Custom AI-built medical app exposed sensitive patient data to open internet

A medical professional used AI coding agents to build a patient management system that left unencrypted medical records and voice recordings accessible to anyone online.

Ryan Torres

2 min read

Custom AI-built medical app exposed sensitive patient data to open internet
Concept of medical data exposure and cybersecurity

A medical professional recently deployed a custom-built patient management system that left sensitive health records and audio recordings completely exposed to the public internet. The incident, documented by researcher Tobru, revealed that the application lacked any form of encryption or access control.

Driven by the ease of modern AI coding tools, the practitioner used an AI coding agent to build the application from scratch. The system included features to record patient appointments and transmit the audio to US-based AI services for automatic summarization.

Upon inspecting the application, the researcher discovered full read and write access to all patient data within thirty minutes. The backend database service was configured with zero access control, meaning the data was accessible via a simple command.

Critical security failures

The application's architecture relied entirely on client-side JavaScript for security logic, rendering it useless against even basic attacks.

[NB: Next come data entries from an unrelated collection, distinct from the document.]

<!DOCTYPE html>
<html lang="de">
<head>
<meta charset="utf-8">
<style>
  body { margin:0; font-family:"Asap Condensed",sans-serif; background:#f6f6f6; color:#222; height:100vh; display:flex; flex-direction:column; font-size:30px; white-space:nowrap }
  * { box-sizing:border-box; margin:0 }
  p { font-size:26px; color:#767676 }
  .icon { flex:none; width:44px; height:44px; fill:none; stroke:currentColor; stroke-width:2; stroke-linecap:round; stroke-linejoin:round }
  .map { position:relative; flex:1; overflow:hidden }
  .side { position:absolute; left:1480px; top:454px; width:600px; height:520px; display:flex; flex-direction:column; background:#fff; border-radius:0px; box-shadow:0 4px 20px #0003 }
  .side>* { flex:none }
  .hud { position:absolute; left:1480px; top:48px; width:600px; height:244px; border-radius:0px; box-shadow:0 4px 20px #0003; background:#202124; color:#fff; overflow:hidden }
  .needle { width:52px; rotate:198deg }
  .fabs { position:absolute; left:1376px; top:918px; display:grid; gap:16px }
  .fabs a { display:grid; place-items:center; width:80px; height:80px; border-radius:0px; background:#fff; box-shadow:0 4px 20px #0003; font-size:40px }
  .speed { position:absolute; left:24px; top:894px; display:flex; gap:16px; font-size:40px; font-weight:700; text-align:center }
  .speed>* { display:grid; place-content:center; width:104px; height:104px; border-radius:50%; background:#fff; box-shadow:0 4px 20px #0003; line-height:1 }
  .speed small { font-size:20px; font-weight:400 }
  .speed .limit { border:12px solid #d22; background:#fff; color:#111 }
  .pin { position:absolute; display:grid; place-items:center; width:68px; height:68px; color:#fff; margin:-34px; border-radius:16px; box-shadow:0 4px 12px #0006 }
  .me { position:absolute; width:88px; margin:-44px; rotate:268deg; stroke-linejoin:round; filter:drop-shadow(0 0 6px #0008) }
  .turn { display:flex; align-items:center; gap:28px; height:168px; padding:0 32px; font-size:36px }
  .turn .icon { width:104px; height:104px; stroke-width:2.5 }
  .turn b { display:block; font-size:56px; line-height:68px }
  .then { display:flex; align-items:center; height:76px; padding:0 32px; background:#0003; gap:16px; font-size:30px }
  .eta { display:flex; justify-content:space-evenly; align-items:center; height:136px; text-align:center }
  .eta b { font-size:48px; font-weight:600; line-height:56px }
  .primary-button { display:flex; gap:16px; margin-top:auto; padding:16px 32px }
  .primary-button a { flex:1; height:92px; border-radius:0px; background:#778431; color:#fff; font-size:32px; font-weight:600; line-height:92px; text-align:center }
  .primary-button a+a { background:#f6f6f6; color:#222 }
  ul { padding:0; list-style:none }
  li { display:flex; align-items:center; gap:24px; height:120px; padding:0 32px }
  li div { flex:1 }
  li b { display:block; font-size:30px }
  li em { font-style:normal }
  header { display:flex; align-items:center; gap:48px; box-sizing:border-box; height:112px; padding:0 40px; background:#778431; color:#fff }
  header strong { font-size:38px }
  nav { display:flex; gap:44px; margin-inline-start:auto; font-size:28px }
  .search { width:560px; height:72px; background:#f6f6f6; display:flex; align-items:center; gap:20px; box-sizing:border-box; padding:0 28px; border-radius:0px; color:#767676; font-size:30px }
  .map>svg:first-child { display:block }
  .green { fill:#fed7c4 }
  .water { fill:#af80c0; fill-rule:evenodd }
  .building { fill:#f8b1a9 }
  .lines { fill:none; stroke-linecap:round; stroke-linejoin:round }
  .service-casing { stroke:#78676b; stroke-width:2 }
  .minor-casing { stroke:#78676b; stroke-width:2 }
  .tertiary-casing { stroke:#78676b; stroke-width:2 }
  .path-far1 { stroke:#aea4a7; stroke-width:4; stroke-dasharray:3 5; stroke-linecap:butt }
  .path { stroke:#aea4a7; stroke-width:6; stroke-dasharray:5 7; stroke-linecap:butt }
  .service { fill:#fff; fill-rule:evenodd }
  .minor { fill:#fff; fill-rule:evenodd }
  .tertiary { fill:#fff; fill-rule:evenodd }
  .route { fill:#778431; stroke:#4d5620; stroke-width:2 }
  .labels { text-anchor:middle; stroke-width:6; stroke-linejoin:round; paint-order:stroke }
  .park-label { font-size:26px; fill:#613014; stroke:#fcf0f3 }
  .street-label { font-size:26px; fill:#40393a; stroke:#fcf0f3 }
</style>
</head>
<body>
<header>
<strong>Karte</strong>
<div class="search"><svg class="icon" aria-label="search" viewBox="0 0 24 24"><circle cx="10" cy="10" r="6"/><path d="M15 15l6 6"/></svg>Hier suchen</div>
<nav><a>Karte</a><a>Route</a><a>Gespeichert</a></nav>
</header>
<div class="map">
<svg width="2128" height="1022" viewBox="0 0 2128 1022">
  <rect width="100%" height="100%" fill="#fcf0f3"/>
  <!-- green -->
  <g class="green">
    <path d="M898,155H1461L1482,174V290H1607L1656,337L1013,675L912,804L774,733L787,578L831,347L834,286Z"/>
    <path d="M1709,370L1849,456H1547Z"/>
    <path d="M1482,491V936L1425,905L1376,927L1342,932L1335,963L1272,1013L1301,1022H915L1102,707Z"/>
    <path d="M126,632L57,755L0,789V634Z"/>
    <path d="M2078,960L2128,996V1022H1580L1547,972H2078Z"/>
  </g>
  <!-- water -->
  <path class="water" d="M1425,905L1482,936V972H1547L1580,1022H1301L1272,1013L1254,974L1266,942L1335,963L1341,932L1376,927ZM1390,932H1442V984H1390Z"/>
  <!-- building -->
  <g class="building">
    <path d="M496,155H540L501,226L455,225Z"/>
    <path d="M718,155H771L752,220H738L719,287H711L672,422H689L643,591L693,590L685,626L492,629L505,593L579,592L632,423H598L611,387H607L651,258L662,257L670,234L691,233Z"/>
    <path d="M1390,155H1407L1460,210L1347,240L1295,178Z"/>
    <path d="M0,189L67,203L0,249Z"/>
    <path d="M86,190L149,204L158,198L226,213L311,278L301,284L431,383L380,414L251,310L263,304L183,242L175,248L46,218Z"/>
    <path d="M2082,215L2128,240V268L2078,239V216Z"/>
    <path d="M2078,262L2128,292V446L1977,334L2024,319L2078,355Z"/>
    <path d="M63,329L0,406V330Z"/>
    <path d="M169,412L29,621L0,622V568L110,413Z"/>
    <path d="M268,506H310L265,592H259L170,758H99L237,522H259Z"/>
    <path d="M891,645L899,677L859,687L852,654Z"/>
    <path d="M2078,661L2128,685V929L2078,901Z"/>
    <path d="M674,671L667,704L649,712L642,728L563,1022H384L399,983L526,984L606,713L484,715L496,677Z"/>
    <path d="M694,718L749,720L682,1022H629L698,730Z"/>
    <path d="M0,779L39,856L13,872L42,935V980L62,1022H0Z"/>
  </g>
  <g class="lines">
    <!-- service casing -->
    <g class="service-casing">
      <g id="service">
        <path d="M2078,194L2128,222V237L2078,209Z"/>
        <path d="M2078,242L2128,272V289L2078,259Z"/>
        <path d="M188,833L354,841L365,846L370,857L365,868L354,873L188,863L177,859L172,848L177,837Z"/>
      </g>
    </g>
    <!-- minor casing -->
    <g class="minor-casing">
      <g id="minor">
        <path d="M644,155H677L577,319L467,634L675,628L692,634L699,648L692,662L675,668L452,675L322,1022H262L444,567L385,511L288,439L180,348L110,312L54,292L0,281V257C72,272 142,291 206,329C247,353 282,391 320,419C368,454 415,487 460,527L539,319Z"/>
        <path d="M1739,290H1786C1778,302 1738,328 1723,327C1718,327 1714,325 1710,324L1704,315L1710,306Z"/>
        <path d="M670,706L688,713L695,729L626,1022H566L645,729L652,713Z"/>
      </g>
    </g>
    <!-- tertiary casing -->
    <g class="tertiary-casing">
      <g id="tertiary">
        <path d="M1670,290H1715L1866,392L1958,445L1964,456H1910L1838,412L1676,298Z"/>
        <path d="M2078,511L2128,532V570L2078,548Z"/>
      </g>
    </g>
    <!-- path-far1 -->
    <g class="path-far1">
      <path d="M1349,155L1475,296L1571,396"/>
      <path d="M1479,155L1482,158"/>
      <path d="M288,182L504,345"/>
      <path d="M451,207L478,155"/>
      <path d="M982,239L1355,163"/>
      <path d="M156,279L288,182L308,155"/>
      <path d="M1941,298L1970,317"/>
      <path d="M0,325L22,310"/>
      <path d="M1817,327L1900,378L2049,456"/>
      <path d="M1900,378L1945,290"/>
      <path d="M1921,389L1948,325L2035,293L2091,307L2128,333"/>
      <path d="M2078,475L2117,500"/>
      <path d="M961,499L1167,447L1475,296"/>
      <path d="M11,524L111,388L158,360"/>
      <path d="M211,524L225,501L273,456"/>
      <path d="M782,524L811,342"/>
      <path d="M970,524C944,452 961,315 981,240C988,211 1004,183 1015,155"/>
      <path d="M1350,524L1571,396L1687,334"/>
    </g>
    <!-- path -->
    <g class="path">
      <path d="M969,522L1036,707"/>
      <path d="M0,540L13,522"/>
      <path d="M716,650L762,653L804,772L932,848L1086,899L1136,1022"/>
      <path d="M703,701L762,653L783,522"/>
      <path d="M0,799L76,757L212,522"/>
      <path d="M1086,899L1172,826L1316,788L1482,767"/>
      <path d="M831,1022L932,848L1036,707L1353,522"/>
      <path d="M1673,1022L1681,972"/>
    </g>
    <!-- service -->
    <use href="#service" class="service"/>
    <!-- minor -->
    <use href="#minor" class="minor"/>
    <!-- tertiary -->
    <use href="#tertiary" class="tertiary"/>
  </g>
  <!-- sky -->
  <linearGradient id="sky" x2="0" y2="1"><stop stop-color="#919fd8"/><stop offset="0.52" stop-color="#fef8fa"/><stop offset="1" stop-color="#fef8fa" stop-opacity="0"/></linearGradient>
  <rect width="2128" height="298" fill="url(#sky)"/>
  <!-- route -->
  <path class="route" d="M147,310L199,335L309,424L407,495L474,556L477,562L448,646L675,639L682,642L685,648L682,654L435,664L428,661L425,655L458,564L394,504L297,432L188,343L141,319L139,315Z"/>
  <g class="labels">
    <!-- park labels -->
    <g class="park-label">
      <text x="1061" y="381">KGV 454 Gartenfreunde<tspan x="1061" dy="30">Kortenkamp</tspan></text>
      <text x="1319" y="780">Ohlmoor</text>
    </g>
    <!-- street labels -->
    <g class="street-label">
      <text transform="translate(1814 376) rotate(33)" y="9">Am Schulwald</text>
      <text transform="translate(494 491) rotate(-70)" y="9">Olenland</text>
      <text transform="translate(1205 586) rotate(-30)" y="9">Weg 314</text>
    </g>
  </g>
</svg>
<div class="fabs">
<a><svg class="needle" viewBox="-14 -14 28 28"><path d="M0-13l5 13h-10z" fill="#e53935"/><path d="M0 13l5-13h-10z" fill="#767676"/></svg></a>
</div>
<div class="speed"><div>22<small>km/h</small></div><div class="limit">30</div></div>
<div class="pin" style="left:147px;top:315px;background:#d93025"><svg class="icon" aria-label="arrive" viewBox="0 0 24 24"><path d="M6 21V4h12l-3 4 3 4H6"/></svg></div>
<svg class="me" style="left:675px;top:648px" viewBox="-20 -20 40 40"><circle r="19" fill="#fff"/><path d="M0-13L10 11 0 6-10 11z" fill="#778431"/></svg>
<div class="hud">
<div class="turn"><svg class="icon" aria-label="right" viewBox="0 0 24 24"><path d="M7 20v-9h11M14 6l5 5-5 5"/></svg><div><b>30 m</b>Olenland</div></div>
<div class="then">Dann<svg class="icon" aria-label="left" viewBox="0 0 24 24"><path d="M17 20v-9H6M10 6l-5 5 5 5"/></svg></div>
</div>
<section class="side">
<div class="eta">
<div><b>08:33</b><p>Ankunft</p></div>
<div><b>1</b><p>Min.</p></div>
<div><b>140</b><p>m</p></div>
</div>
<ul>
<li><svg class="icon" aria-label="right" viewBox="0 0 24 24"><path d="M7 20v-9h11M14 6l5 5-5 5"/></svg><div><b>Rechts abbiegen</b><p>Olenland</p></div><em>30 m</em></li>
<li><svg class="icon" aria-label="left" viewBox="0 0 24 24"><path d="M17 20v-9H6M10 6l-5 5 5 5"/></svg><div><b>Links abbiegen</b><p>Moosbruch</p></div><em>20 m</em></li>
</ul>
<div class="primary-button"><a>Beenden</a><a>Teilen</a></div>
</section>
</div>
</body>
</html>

All patient information and voice recordings were stored on a US-based server without a Data Processing Agreement.

"The data wasn't just wide open: it was stored on a US server without a Data Processing Agreement, voice recordings were being sent to major US-based AI companies," the researcher stated. The researcher noted that the setup likely violated the Swiss New Federal Act on Data Protection (nDSG) and potentially professional secrecy laws.

When notified of the vulnerability, the developer responded with an entirely AI-generated message. The response thanked the researcher and claimed that basic authentication had been implemented and access keys rotated.

Despite these patches, the researcher noted that the developer lacked an understanding of the underlying software architecture. The incident highlights the risks of 'vibe coding,' where users rely on AI to generate functional code without understanding the security implications of the resulting structure.